De semblante neutro Matilde embarca numa
embarcação neutra esforçando-se para ter uma respiração neutra. O
comandante olha-a de revés e cordialmente informa-a de que quando
aportarem ele terá de entregá-la às autoridades. Sem perder a
neutralidade no semblante, Matilde pergunta qual o motivo do barco não
atracar. Doença e morte, responde o comandante. Matilde pensa que morrer
não quer. Pelo contrário. Quer encontrar suas filhas vivas para as
poder abraçar. Decide engolir um alfinete dentro do pão racionado a que
tem direito. O comandante informa-a com neutralidade que este sairá nas
fezes. Matilde decide, então, engolir um alfinete aberto.
No
hospital escreve uma carta para o convento pedindo que as meninas não a
visitem. Deseja-lhes bem, mas que tenham paciência que ela também tem.
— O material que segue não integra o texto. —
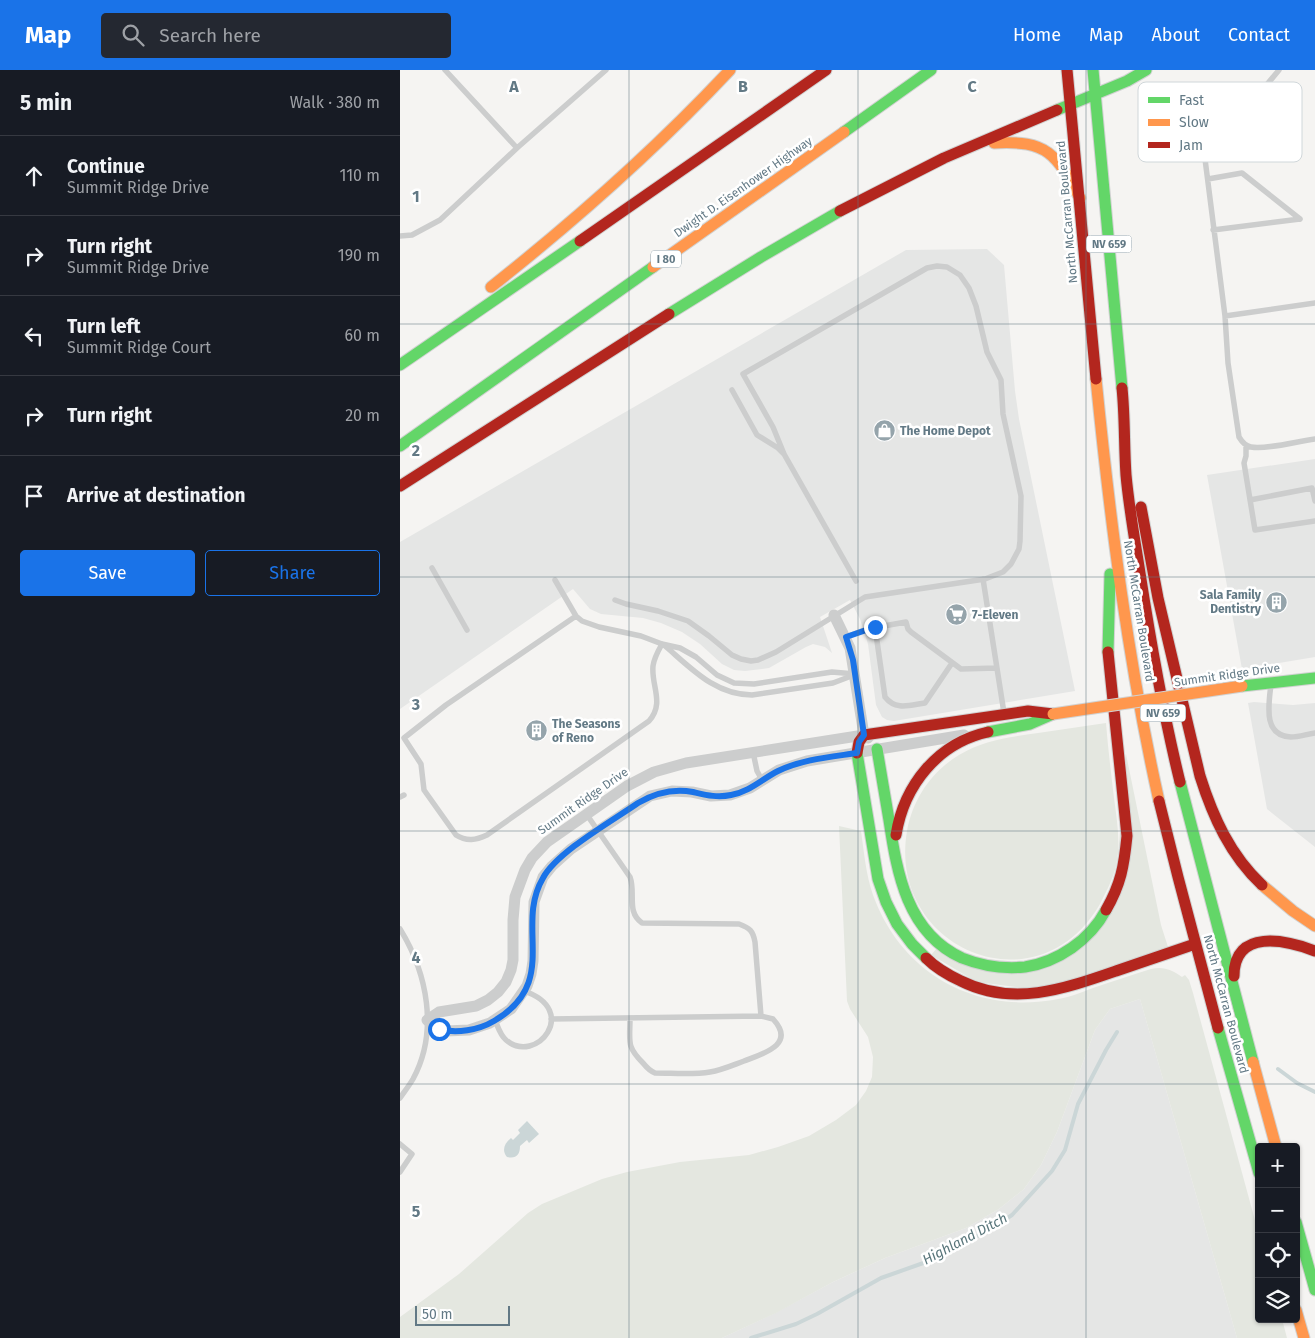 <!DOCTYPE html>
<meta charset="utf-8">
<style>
body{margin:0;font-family:"Fira Sans",sans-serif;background:#242831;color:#f1f3f6}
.controls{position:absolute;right:15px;bottom:15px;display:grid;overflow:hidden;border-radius:5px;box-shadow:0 1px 4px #0004}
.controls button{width:45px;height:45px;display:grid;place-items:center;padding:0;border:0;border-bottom:1px solid #363941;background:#171b24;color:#f1f3f6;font:25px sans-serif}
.scale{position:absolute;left:15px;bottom:12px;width:95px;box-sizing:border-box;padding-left:5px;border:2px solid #627985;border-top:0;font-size:14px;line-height:18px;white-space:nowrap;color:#627985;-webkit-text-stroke:4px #fff;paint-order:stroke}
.stop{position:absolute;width:15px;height:15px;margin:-11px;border:4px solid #1a73e8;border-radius:50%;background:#fff}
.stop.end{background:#1a73e8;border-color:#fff;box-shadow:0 1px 5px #0008}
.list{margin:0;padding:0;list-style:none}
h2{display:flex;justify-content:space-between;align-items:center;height:65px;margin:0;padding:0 20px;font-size:21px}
h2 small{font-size:16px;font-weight:400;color:#9ea1a6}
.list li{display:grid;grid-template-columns:32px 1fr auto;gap:15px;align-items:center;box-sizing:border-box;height:80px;padding:0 20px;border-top:1px solid #363941}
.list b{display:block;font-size:19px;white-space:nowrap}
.list p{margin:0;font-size:16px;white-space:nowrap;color:#9ea1a6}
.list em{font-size:16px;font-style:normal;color:#9ea1a6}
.actions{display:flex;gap:10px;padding:15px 20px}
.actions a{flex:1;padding:11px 0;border:1px solid #1a73e8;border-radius:5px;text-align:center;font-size:18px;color:#1a73e8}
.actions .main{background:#1a73e8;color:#fff}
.icon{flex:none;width:28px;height:28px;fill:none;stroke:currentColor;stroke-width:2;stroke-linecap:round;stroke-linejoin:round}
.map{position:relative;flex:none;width:915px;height:1268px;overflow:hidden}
header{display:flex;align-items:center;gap:30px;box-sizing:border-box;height:70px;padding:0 25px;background:#1a73e8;color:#fff}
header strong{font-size:24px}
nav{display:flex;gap:28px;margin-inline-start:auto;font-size:18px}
.search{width:350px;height:45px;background:#242831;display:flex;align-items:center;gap:12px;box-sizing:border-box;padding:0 18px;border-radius:5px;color:#9ea1a6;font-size:19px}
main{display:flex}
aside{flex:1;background:#171b24}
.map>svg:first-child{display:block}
.built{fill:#e5e6e5}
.green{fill:#e4e7e0}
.water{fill:#cbd6d7}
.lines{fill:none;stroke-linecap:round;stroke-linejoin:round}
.stream{stroke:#cbd6d7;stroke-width:4}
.fast-casing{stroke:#d1d2d2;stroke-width:13}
.slow-casing{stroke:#d1d2d2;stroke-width:13}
.jam-casing{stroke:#d1d2d2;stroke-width:13}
.lane{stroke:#cccdcd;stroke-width:5.5}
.street{stroke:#cccdcd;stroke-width:11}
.fast{stroke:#63d668;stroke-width:11}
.slow{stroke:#ff974d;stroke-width:11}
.jam{stroke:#b3261e;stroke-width:11}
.slow-bridge-casing{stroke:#d1d2d2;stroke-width:13;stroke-linecap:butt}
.slow-bridge{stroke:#ff974d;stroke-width:11}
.route{stroke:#1a73e8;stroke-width:6}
.grid{fill:none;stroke:#627985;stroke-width:1;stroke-opacity:0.55}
.labels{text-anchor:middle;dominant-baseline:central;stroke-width:5;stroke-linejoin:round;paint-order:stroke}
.shield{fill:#fff;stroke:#91a1aa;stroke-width:1}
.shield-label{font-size:11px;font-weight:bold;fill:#627985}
.street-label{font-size:12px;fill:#627985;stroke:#fff}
.poi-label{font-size:12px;font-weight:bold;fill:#627985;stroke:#fff;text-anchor:start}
.water-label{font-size:14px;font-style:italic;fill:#59767b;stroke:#fff}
.key{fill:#fff;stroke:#d0d7da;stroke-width:1}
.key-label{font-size:14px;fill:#627985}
.grid-label{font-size:16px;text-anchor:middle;font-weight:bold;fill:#627985;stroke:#fff;stroke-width:5;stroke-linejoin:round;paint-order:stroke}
</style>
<header>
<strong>Map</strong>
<div class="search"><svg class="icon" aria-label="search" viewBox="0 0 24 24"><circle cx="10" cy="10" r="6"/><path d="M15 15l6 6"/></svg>Search here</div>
<nav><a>Home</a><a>Map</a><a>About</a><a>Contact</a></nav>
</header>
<main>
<aside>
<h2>5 min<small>Walk · 380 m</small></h2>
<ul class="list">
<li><svg class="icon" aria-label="ahead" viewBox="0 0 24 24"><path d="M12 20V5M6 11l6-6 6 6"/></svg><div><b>Continue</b><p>Summit Ridge Drive</p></div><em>110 m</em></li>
<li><svg class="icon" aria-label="right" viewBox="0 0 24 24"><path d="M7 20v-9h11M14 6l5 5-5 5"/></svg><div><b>Turn right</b><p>Summit Ridge Drive</p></div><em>190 m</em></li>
<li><svg class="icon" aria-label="left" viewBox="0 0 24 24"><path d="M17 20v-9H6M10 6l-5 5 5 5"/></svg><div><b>Turn left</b><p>Summit Ridge Court</p></div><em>60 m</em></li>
<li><svg class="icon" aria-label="right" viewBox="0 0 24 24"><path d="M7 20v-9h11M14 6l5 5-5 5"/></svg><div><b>Turn right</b></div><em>20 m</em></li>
<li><svg class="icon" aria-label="arrive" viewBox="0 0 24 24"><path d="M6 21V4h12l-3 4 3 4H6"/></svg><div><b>Arrive at destination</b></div></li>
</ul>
<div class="actions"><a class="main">Save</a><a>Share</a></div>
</aside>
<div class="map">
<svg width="915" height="1268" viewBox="0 0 915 1268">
<rect width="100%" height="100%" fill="#f5f4f2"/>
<path class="built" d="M587,179l17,16 11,126 4,28 56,272 -181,30 -7,-1 -5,-3 -6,-12 -8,-61 -8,-25 -10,-19 -30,17 12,36 -7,-6 -12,-3 -7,3 -37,21 -24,3 -11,-1 -12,-6 -22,-20 -18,-12 -21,-9 -18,-5 -42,-4 -11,-5 -17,-20 -173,120v-167l506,-292z
M915,389v198l-73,12 -35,-194z
M854,632l39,3 22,-2v144l-48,-38 -19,-106z
M740,929l97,339h-515l53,-25 58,-31 52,-24 81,-30 33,-19 25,-20 17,-24 16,-33 38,-102 15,-21z"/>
<path class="green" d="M706,653c2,25 5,50 8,75 3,23 7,45 2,68 -3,13 -10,26 -16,38 -62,108 -213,45 -193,-73 6,-32 24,-59 52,-76 24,-15 51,-18 79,-22 23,-3 45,-7 68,-10z
M726,684l35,171 7,22 -93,33 -44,9 -54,-7 -46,-27 6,-7 92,25 85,-66z
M439,756l22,5c3,21 5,44 12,64 28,77 99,118 180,105 14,-2 27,-7 40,-12 20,-7 39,-13 58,-19 13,-3 21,1 31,8l3,-2 4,5 4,13 66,242v84h23l5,19h-50l-97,-339 -30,10 -15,21 -38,102 -16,33 -17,24 -25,20 -33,19 -81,30 -52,24 -57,31 -54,25h-322v-21l59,-43 69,-61 14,-9 60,-25 25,-7 53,-10 69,-7 29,-8 31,-11 27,-16 20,-15 10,-14 6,-14 1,-20 -5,-20 -18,-28 -3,-8z"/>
<path class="water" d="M127,1051l12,13 -10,9 -2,-3 -7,6c0,9 -4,13 -13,11 -6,-7 -2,-14 4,-19l2,2 7,-7 -2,-3z"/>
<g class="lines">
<path class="stream" d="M878,999l19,14 18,9
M351,1268l45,-14 21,-10 64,-36 48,-17 60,-31 23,-15 40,-44 13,-21 13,-46 28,-54 11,-18"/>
<defs>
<path id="fast" d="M693,0l29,318
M657,40l70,-29 19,-11
M444,62l87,-62
M269,244l92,-57 79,-46
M0,295l180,-124
M0,376l253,-179
M708,582l2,-78
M842,616l73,-8
M588,662l42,-8 23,-10
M477,679c4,24 8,47 12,71 8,53 18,113 73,138 20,8 42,11 63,9 33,-5 65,-27 81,-57
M457,683l21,126 8,23 11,22 15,20 14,14
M780,712l73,280
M818,958l41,145
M896,1152l19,68"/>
<path id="slow" d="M594,73c54,-3 62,11 86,55
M253,197l191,-135
M91,217c86,-68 164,-137 239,-217
M696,309c14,141 32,283 63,422
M862,815l31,26 22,15
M853,992l23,85
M896,1240l8,28"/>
<path id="jam" d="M667,0l29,309
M440,141l104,-53 113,-48
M180,171l246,-171
M722,318c3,29 2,58 4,87 3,33 9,66 14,98 11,71 23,140 40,209
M0,416l269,-172
M741,437l17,91 42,178c13,41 30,79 62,109
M457,683l2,-11 5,-7 164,-24 25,3
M759,731l19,76 40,151
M496,765c8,-50 42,-92 92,-103
M706,840c15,-26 18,-44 21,-74l-19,-184
M526,888c10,10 22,17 35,23 52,26 103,8 155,-10 26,-9 53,-18 79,-27
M834,906c0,-48 52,-36 81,-25"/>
</defs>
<use href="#fast" class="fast-casing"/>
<use href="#slow" class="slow-casing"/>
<use href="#jam" class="jam-casing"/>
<path class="lane" d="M45,0l72,78
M879,0l-74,89 20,157 3,47 11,74c3,5 6,9 12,10 15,3 47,-6 64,-8
M808,109l34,-6 58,46
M813,160l87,-11
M0,166l12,-1 28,-15 77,-72 89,-78
M825,246l90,-13
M332,320l25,45 21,13 6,6 72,127
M846,375v11l-2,7 11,67 60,-9
M850,430l62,-12 3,13
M32,498l35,62
M583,509l21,134
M155,510l21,36 6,5 17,6 42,9 21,8 18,4 16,9 21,18 17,8 20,1 78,-12 23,2
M215,530l11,4 32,7 30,10 21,15 23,19 9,4 10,2 7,-1 18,-8 89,-55 120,-18 18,-7 8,-8 8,-15 1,-8 1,-45 -18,-82 -2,-34 -14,-28 -11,-46 -7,-18 -9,-13 -13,-8 -10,-1 -10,2 -184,106 30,53 11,27
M176,546l-130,89 -42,33 17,26 3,26 32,45c11,7 20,5 31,0l162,-114c16,-18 2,-35 4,-55 1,-8 5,-15 9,-22
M475,557l10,70c11,14 25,8 40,6l27,-40
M446,567l21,-8 39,-7 2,7 3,3 50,37 36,-1
M264,575c27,23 51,50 88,50l81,-12 21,-8
M871,614c-2,19 -9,52 20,53 8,0 16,-3 24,-4
M353,682l4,19 5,9
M0,727l4,-2
M0,859c27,44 39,102 13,150 -4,7 -9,13 -13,19
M230,948c0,24 -4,28 13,45 4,5 7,8 12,10 18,0 38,2 55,-1 12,-2 23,-7 34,-11 18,-7 53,-16 29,-42l-12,-3
M151,949l210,-3 -6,-74c-2,-11 -5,-14 -16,-18l-97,-1c-16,-11 -6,-30 -12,-46l-43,-62
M95,950c3,7 5,15 11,20 30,26 75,-30 18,-49
M0,1074l12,10 -12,18"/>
<path class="street" d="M434,545l16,33 14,87 4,3
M464,665l-178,28 -32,9 -27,14 -80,56 -15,16 -7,12 -10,27 -2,23v40l-2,10 -5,12 -8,10 -10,8 -12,6 -37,6 -12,8 12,9 7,2 23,-1 21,-7 21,-14 16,-23 4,-12 2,-13 1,-59 9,-25 9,-11 19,-17 79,-53 22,-5 20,1 19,4 19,-1 20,-7 29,-18 28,-9 157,-26"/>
<use href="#fast" class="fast"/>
<use href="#slow" class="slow"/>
<use href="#jam" class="jam"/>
<defs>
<path id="slow-bridge" d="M653,644l189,-28"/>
</defs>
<use href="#slow-bridge" class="slow-bridge-casing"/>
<use href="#slow-bridge" class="slow-bridge"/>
</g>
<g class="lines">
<path class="route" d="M39,959c17,5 40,1 55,-8 67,-39 20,-94 49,-143 14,-26 69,-57 95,-75 17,-10 34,-15 55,-11 13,3 24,6 38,3 18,-3 31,-16 47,-24 25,-12 52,-14 79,-18l2,-11 5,-7 -11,-75 -7,-23 29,-10"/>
</g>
<path class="grid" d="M229,0v1268M458,0v1268M686,0v1268M0,254h915M0,507h915M0,761h915M0,1014h915"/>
<defs>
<symbol id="shop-disc" viewBox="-11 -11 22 22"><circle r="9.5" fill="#95a4ab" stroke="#fff"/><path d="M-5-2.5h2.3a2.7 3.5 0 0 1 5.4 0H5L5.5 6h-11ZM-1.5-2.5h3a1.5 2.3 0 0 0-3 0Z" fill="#fff"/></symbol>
<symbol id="building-disc" viewBox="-11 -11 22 22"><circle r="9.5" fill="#95a4ab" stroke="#fff"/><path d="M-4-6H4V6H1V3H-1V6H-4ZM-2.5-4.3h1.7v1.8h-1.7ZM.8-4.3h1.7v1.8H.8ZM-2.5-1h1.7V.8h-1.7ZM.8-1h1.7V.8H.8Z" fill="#fff"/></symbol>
<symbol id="supermarket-disc" viewBox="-11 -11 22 22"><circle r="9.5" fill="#95a4ab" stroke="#fff"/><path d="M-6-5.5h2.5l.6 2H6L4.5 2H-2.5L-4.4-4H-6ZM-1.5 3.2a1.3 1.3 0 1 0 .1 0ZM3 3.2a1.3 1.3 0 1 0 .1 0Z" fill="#fff"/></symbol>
</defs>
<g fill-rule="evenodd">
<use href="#shop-disc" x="472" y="348" width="25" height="25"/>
<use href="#building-disc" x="864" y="520" width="25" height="25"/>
<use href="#supermarket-disc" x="544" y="532" width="25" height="25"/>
<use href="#building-disc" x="124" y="648" width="25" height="25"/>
</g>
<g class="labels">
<g class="shield">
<rect x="686.5" y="165.5" width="45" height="17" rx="4"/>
<rect x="251" y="180.5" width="30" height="17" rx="4"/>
<rect x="740.5" y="634.5" width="45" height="17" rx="4"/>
</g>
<g class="shield-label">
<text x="709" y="174">NV 659</text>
<text x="266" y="189">I 80</text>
<text x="763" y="643">NV 659</text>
</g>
<g class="street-label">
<text transform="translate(343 117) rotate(-35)">Dwight D. Eisenhower Highway</text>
<text transform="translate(667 142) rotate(-95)">North McCarran Boulevard</text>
<text transform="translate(739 541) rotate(81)">North McCarran Boulevard</text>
<text transform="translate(827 605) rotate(-8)">Summit Ridge Drive</text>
<text transform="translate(183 731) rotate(-35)">Summit Ridge Drive</text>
<text transform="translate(826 934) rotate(75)">North McCarran Boulevard</text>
</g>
<g class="poi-label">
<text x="500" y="361">The Home Depot</text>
<text x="861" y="525" text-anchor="end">Sala Family<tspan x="861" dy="14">Dentistry</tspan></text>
<text x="572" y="545">7-Eleven</text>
<text x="152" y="654">The Seasons<tspan x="152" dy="14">of Reno</tspan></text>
</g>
<g class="water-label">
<text transform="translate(565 1169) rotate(-28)">Highland Ditch</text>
</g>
</g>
<rect x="738" y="12" width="164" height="80" rx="8" class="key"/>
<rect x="748" y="27" width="22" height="6" fill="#63d668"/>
<rect x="748" y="49" width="22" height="7" fill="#ff974d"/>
<rect x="748" y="72" width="22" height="6" fill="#b3261e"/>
<g class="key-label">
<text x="779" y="35">Fast</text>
<text x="779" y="57">Slow</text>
<text x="779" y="80">Jam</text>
</g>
<g class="grid-label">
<text x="114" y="22">A</text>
<text x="343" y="22">B</text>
<text x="572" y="22">C</text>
<text x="16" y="132">1</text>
<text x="16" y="386">2</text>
<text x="16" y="640">3</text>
<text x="16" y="893">4</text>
<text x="16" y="1147">5</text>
</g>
</svg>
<div class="controls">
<button>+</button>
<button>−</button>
<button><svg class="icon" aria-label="locate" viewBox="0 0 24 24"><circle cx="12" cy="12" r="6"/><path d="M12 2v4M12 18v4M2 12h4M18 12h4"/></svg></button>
<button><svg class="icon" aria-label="layers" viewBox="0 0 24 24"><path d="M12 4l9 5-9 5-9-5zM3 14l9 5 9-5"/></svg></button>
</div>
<div class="scale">50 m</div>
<div class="stop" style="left:39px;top:959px"></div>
<div class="stop end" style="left:475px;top:557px"></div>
</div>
</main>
Dentro da carta coloca meia asa azul de uma borboleta.
Quando
sai do hospital com uma pequena trouxa de roupa na mão vagueia pelas
ruas. Oferece-se para varrer a frente de uma mercearia de escassos
produtos À venda. Esse trabalho garante-lhe alguma comida e água. Numa
tarde, quando a vassoura está sendo colocada no lugar de sempre, e a pá
junto a ela soldados agarram-na pelos ombros e convidam-na a
acompanhá-los. Falam que ela fará uma viagem de trem e que encontrará no
destino um trabalho melhor. Ela pede para ir pegar suas mantas.
Respondem que não necessita, lá há mantas que cheguem. A resistência já
lhe tinha descrito como são os destinos desses trens. Matilde entra no
trem e olha à sua volta, Cruza o seu olhar com uma menina de 16 anos. A
sua pele é branca. Translúcida. O cabelo cor de mel batee no rosto da
mãe. A menina tem a idade de suas filhas. A menina não está assustada.
Resignada. Não sabe o que espera. A ergue o peito convencendo-se que vai
correr tudo bem. Matilde tenta convencer as mulheres a fugirem. Mesmo
que algumas sejam capturadas e mortas outras se libertarão. As mulheres,
em silêncio, olham para ela como uma louca e desviam o olhar lá para
fora para os campos. Matilde olha para a menina e arranca-a dos braços
da mãe. A mãe grita, mas já não dá tempo. O trem começou a andar e elas
saltam. Matilde torce um pé. Pede à menina para se esconder que depois
ela a procura-a. Pede ainda para ter cuidado já que se livrou de uma
morte que preserve bem a sua vida. Matilde encolhida entre duas pedras
grande enrola o seu cachecol à volta do pé e descansa. No dia seguinte
procura a menina. Não a encontra.
Orpheu recorda-se de Matilde
com remorsos. Matilde uma lutadora que ele deixou , que a trocou por um
mero desejo. Leila era carinhosa. Boa esposa, mas Orpheu sente
remorsos. Anos, muitos anos passados depois da guerra acabar Orpheu
procura Matile naquela esquina combinada. Passam-se dias, semanas,
meses. Matilde acompanhada das três filhas também o procura
secretamente. Guarda esse desejo só para si. E passam-se os dias, as
semanas, os meses, anos. Certa vez, uma jovem mulher corre na sua
direção ajoelhando-se a seus pés, beijado-lhe as mãos, agradecendo-lhe a
sua existência. Era a menina, agora orfã, que ela tinha salvo no trem."